La tension est brutalement montée face au ministre. « Ce sont les pratiques de l’ancien monde ! On est mis devant le fait accompli », s’est exclamé le sénateur. Alors que les relations s’étaient apaisées ces dernières semaines entre le gouvernement et la Haute assemblée, certains dans l’hémicycle ont eu la désagréable sensation de revivre les incidents de séance du précédent quinquennat. « Vous bénéficiez d’une clémence particulière du Sénat », a rappelé le sénateur Bernard Jomier (apparenté PS). « Il n’y a pas si longtemps, de telles modifications du budget de la Sécurité sociale aussi proche de la séance avaient entraîné la suspension de nos travaux » (voir la vidéo de tête).

Ici, le sénateur a fait référence à l’épisode du 14 novembre 2019. Ce jour-là, les sénateurs avaient rejeté le PLFSS 2020, mécontents de l’annonce d’un plan d’Emmanuel Macron remettant en cause les grands équilibres de leur discussion.

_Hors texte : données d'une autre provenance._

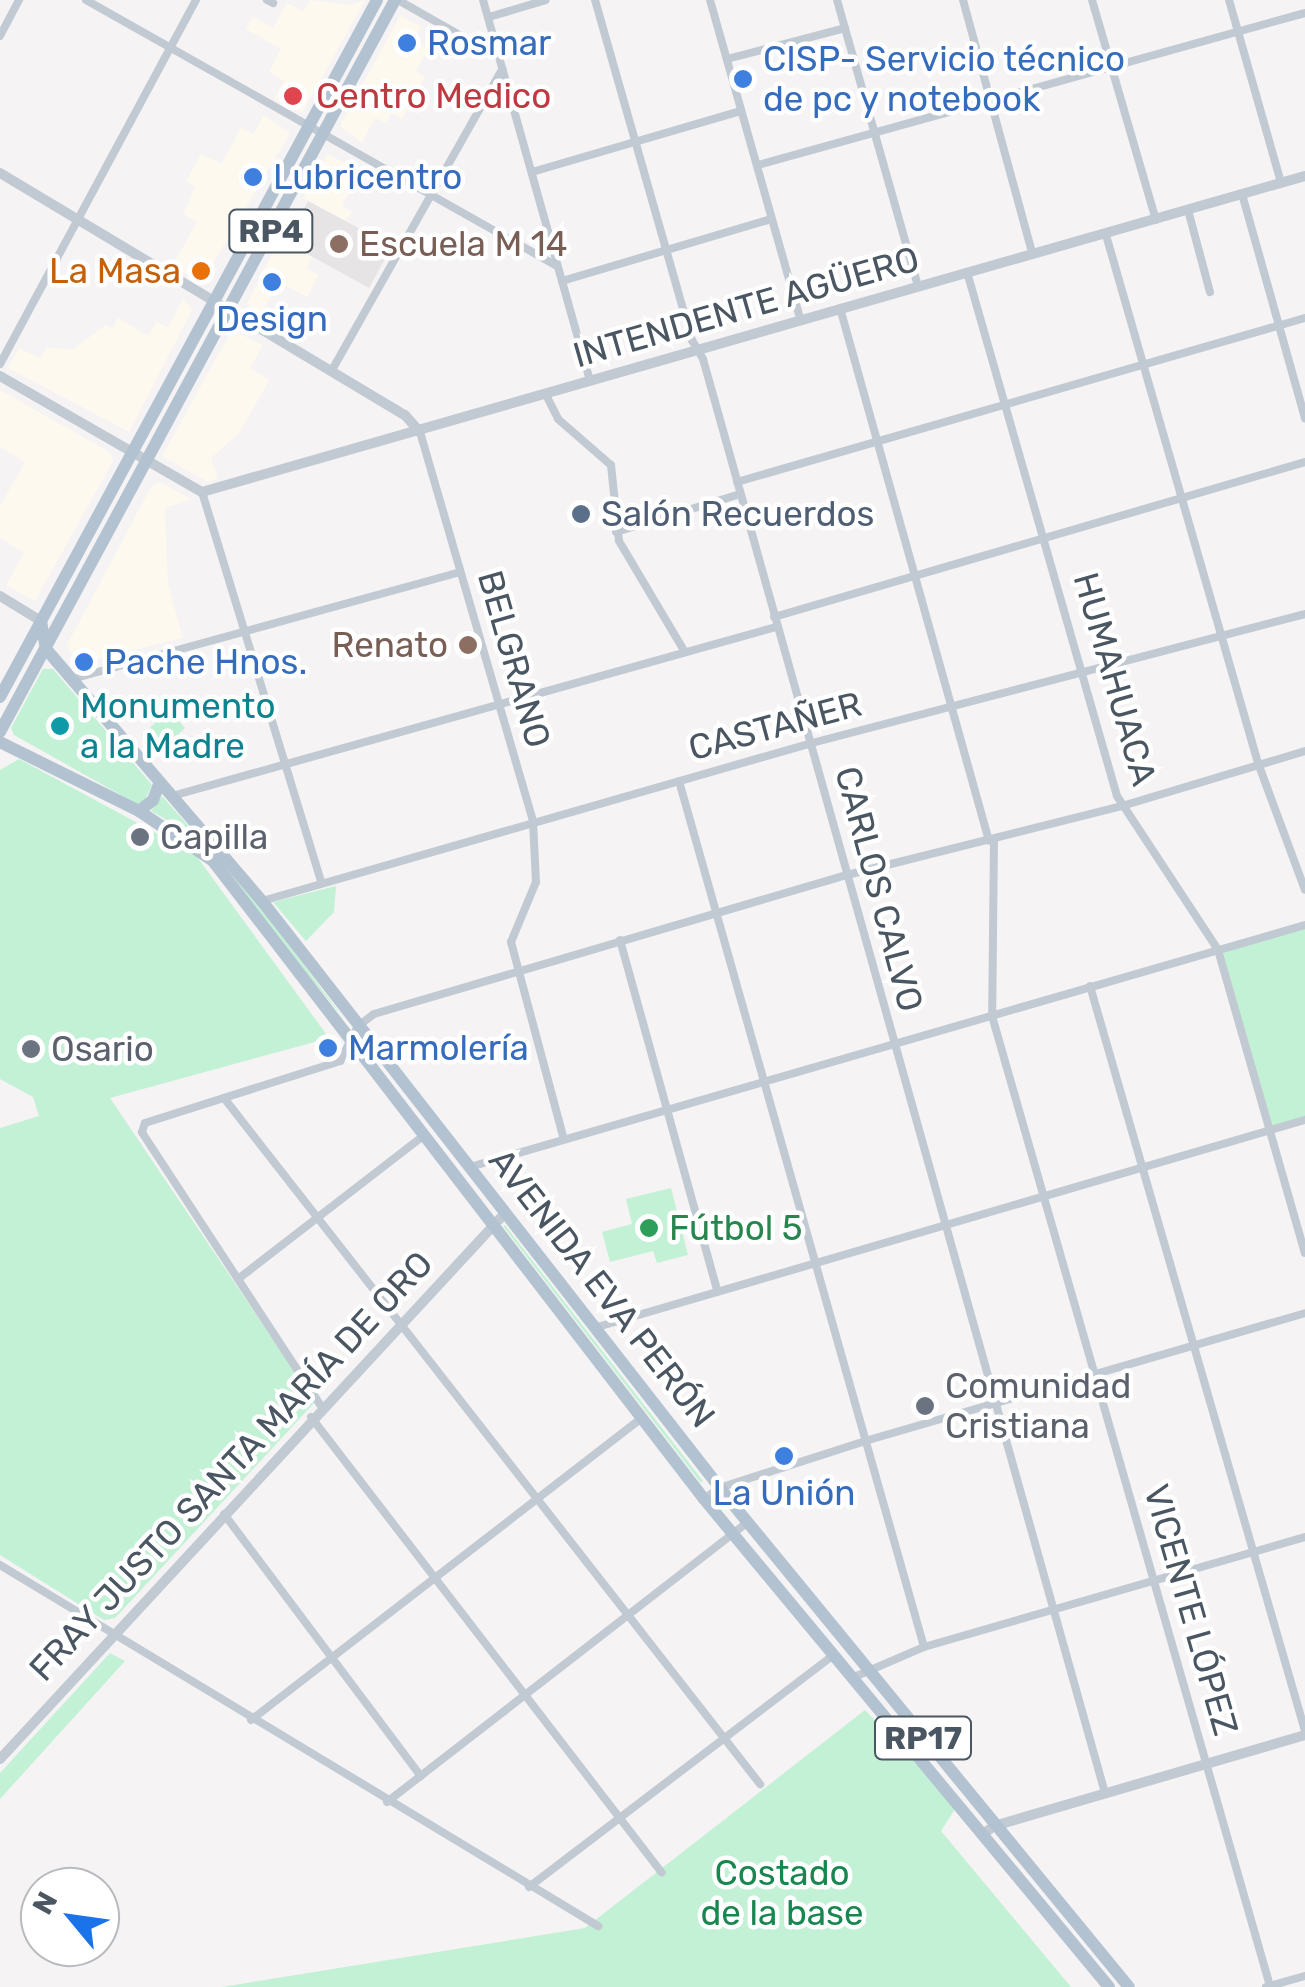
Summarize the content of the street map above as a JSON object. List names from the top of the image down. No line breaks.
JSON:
{"streets":{"main road":["RP4","AVENIDA EVA PERÓN","RP17"],"street":["INTENDENTE AGÜERO","BELGRANO","HUMAHUACA","CASTAÑER","CARLOS CALVO","FRAY JUSTO SANTA MARÍA DE ORO","VICENTE LÓPEZ"]},"crossings":[["RP4","AVENIDA EVA PERÓN"],["INTENDENTE AGÜERO","BELGRANO"],["INTENDENTE AGÜERO","HUMAHUACA"],["INTENDENTE AGÜERO","CARLOS CALVO"],["INTENDENTE AGÜERO","VICENTE LÓPEZ"],["BELGRANO","CASTAÑER"],["HUMAHUACA","CASTAÑER"],["CASTAÑER","CARLOS CALVO"],["CASTAÑER","AVENIDA EVA PERÓN"],["CASTAÑER","VICENTE LÓPEZ"],["AVENIDA EVA PERÓN","FRAY JUSTO SANTA MARÍA DE ORO"]],"parks":["Costado de la base"],"places":["Rosmar","CISP- Servicio técnico de pc y notebook","Centro Medico","Lubricentro","Escuela M 14","La Masa","Design","Salón Recuerdos","Renato","Pache Hnos.","Monumento a la Madre","Capilla","Marmolería","Osario","Fútbol 5","Comunidad Cristiana","La Unión"],"north":"top left"}
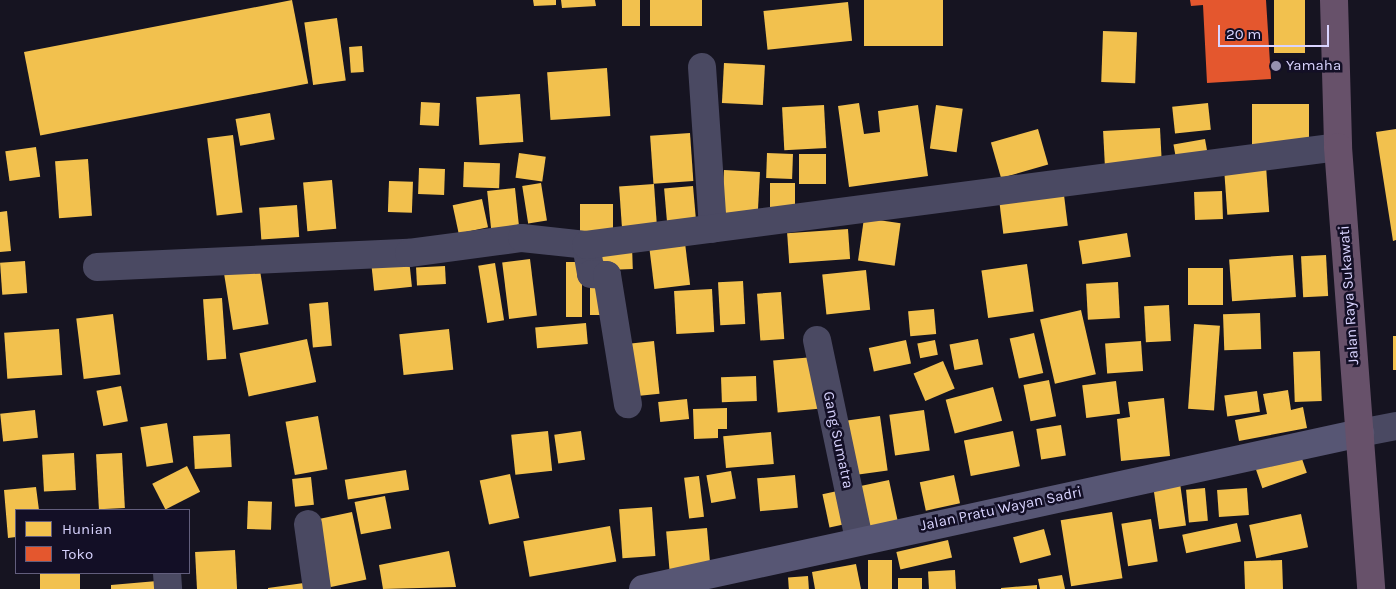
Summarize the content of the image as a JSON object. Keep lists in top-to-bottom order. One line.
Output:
{"streets":{"highway":["Jalan Raya Sukawati"],"street":["Gang Sumatra","Jalan Pratu Wayan Sadri"]},"crossings":[["Jalan Raya Sukawati","Jalan Pratu Wayan Sadri"],["Gang Sumatra","Jalan Pratu Wayan Sadri"]],"places":["Yamaha"],"legend":["Hunian","Toko"],"scale_bar":"20 m"}
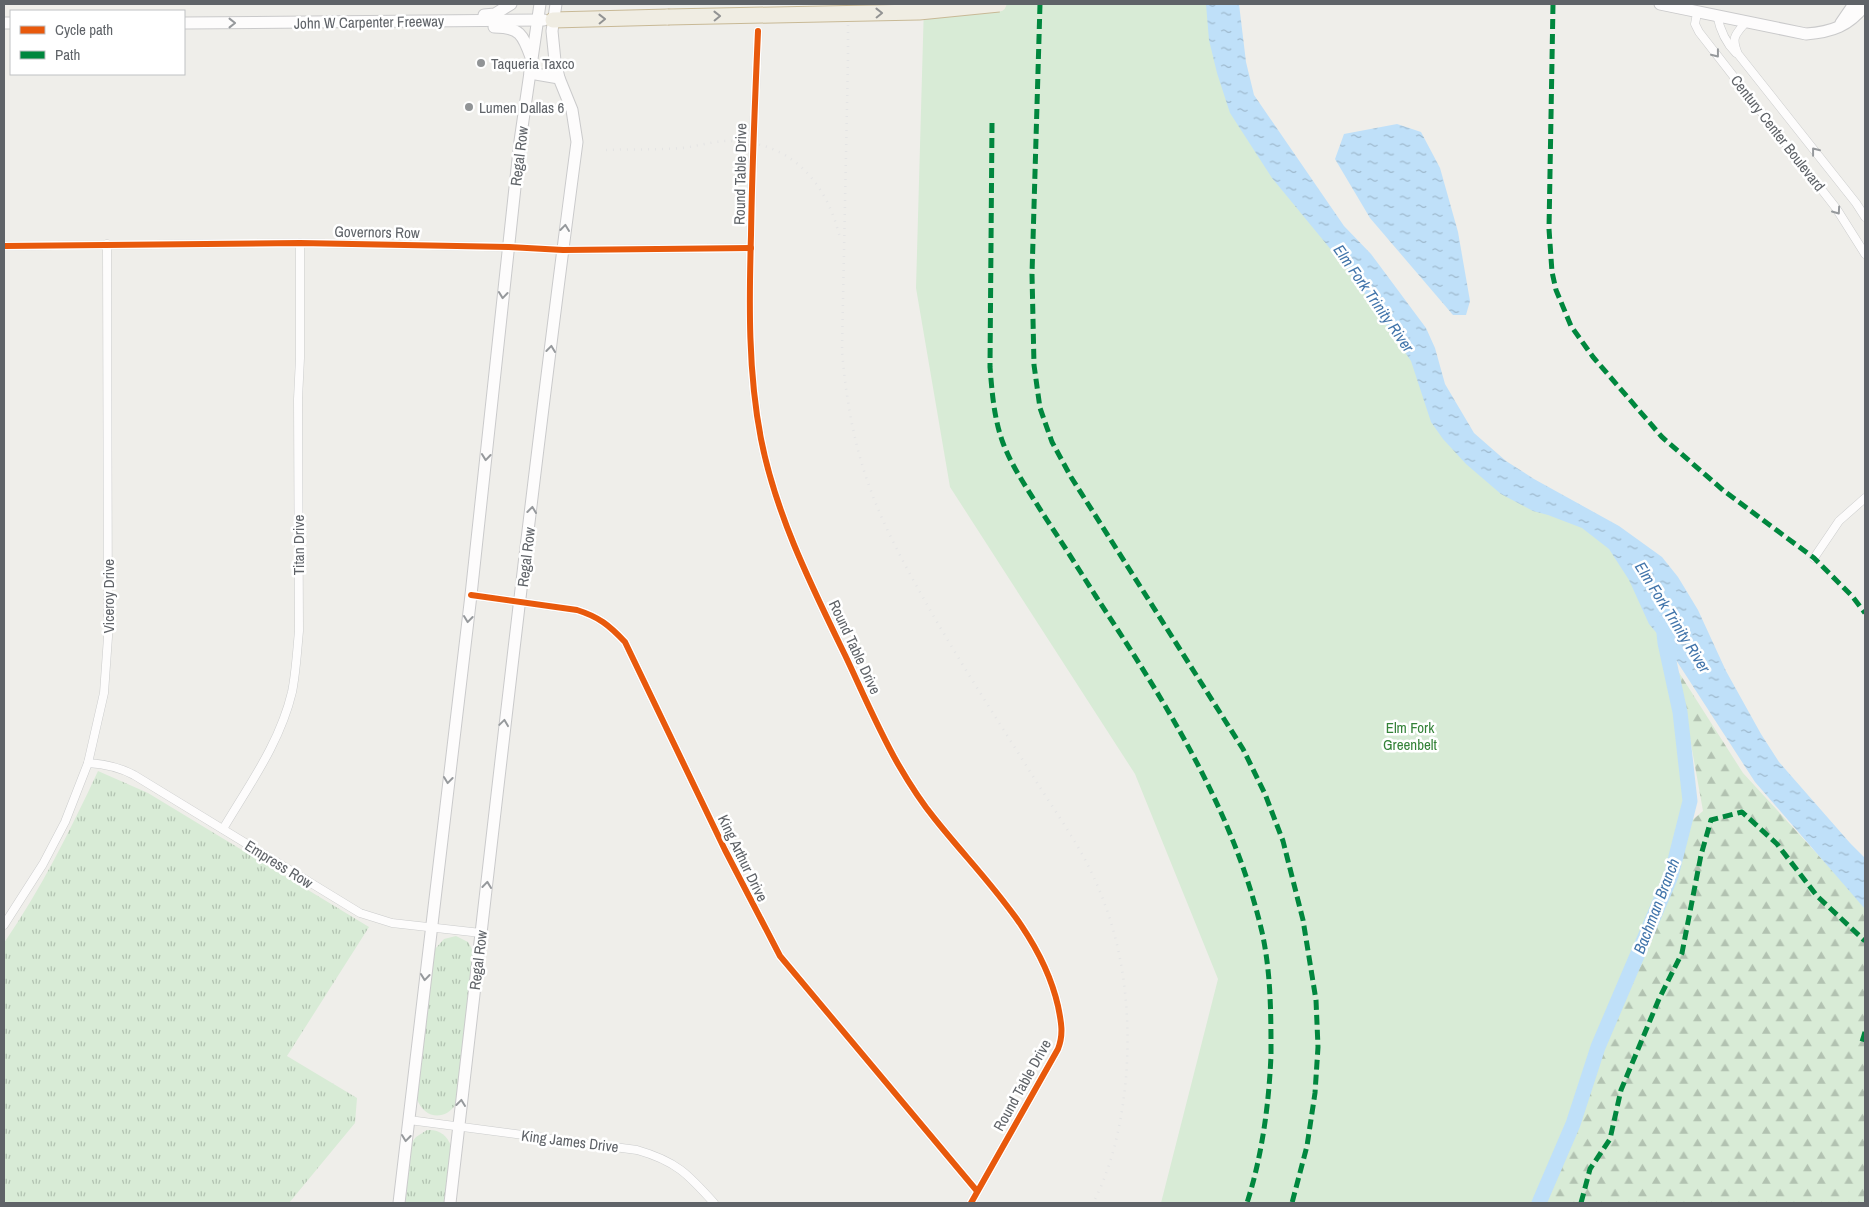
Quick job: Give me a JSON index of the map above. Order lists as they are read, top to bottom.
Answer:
{
  "streets": {
    "main road": ["John W Carpenter Freeway", "Regal Row"],
    "street": [
      "Century Center Boulevard",
      "Round Table Drive",
      "Governors Row",
      "Titan Drive",
      "Viceroy Drive",
      "King Arthur Drive",
      "Empress Row",
      "King James Drive"
    ]
  },
  "crossings": [
    ["John W Carpenter Freeway", "Regal Row"],
    ["Regal Row", "Governors Row"],
    ["Regal Row", "King Arthur Drive"],
    ["Regal Row", "Empress Row"],
    ["Regal Row", "King James Drive"],
    ["Round Table Drive", "Governors Row"],
    ["Round Table Drive", "King Arthur Drive"],
    ["Governors Row", "Titan Drive"],
    ["Governors Row", "Viceroy Drive"],
    ["Titan Drive", "Empress Row"],
    ["Viceroy Drive", "Empress Row"]
  ],
  "one_way": ["John W Carpenter Freeway"],
  "water": ["Elm Fork Trinity River", "Bachman Branch"],
  "parks": ["Elm Fork Greenbelt"],
  "places": ["Taqueria Taxco", "Lumen Dallas 6"],
  "legend": ["Cycle path", "Path"]
}
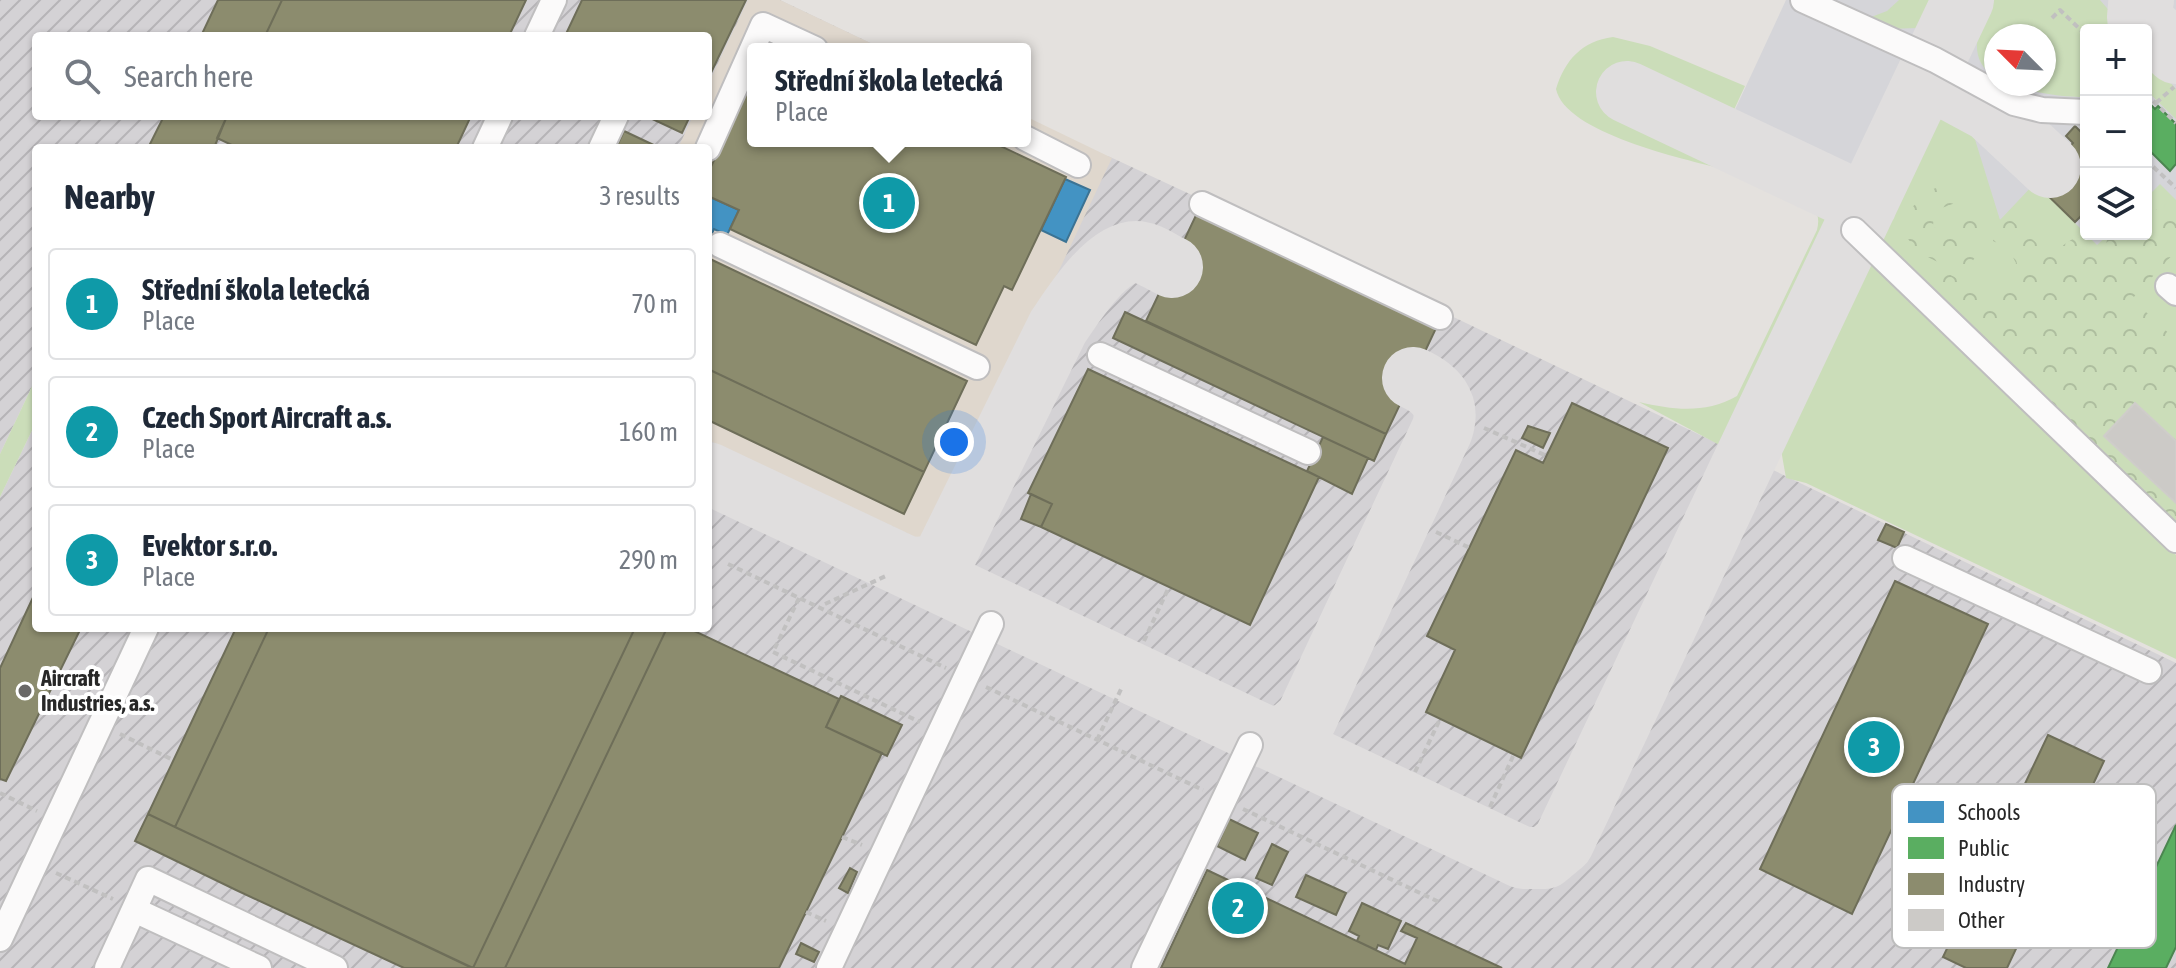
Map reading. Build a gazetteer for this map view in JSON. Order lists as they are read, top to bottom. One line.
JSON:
{"places":["Aircraft Industries, a.s."],"legend":["Schools","Public","Industry","Other"],"north":"top left","page":{"map_buttons":["+","−"],"search":"Search here","popup":["Střední škola letecká","Place"],"heading":["Nearby","3 results"],"pins":["1","3","2"],"list":[{"mark":"1","name":"Střední škola letecká","note":"Place","value":"70 m"},{"mark":"2","name":"Czech Sport Aircraft a.s.","note":"Place","value":"160 m"},{"mark":"3","name":"Evektor s.r.o.","note":"Place","value":"290 m"}]}}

« Merci pour la clémence du Sénat »

« Merci pour la clémence du Sénat », a répondu le ministre, qui a cru bon de rappeler que le complément dédié à la pédiatrie avait été décidé « il y a quatre jours ». Avant d’ajouter : « Si des mesures n’avaient pas été prises, si le gouvernement n’avait pas accepté de financer ces mesures, vous m’auriez fait les mêmes reproches et j’aurais eu du mal à regarder mes confrères dans les yeux. »

Outre le soutien aux services en tension, la rallonge budgétaire va également servir à financer au-delà du 15 septembre les mesures estivales sur les heures supplémentaires et le temps de travail additionnel des soignants. Sur ce dernier point, la défense du gouvernement « n’est pas crédible », a pointé la sénatrice Corinne Imbert, sachant que le projet de loi a été présenté par le gouvernement le 26 septembre.

Aux écologistes, qui s’étonnaient que l’hôpital ne soit compensé qu’à hauteur des deux tiers de son surcoût en dépenses énergétiques, le ministre a par ailleurs indiqué que les établissements bénéficieraient au 1er janvier des « mêmes avantages que les PME ».